EXERCISE PROMPT ▸ Look for the word "icon" in the records, and copy each line where it appears.

Saved data entries
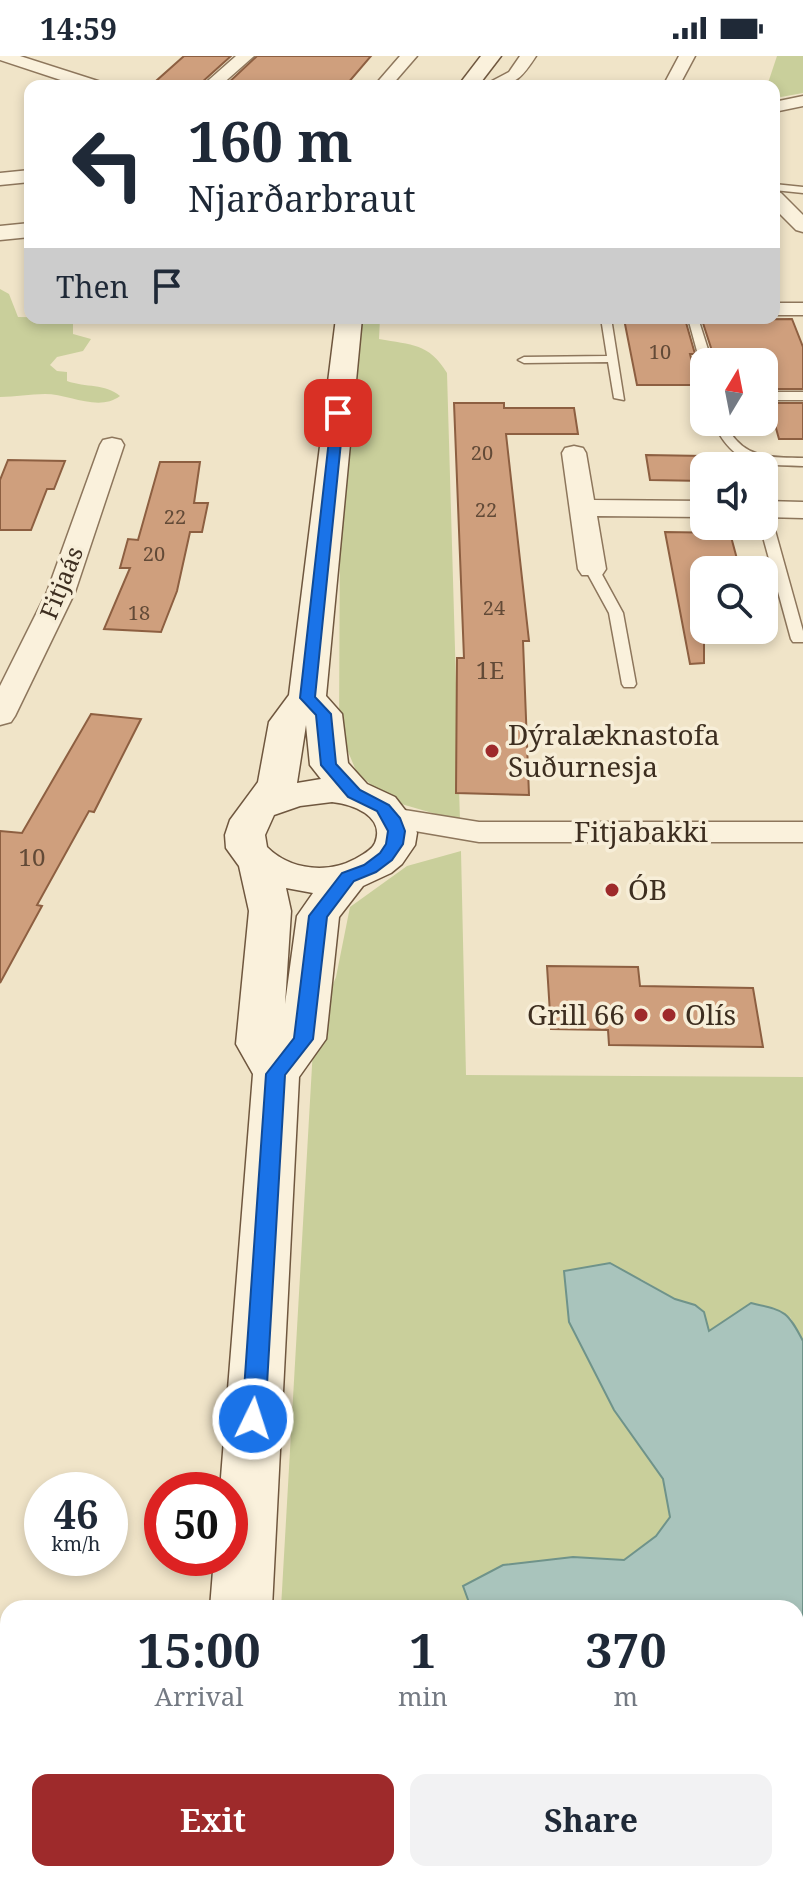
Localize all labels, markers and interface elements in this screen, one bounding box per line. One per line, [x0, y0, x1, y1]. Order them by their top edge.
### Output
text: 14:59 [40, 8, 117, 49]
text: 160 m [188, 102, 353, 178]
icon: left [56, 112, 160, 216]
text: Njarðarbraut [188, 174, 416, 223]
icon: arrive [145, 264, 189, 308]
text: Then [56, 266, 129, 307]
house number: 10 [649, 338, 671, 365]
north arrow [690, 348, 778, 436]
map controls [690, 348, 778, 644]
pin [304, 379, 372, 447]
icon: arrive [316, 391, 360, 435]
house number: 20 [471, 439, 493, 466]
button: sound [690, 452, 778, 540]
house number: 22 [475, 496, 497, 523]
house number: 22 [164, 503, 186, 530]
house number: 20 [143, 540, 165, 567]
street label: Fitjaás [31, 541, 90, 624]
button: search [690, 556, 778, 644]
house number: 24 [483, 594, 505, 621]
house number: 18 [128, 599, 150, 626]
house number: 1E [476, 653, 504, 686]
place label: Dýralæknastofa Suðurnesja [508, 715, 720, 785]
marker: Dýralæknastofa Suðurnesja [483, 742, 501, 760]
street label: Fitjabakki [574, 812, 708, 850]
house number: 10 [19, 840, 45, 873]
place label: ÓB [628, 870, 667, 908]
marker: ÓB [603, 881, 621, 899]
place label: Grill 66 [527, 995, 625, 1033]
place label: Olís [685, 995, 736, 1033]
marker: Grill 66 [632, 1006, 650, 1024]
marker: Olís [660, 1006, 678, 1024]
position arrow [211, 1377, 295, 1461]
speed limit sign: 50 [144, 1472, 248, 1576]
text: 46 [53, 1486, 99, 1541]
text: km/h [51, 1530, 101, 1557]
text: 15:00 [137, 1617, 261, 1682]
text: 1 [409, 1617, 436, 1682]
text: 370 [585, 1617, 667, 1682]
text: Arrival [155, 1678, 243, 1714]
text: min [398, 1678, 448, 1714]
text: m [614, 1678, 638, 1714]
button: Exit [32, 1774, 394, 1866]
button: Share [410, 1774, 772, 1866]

ANSWER BOX ▸
icon: left [56, 112, 160, 216]
icon: arrive [145, 264, 189, 308]
icon: arrive [316, 391, 360, 435]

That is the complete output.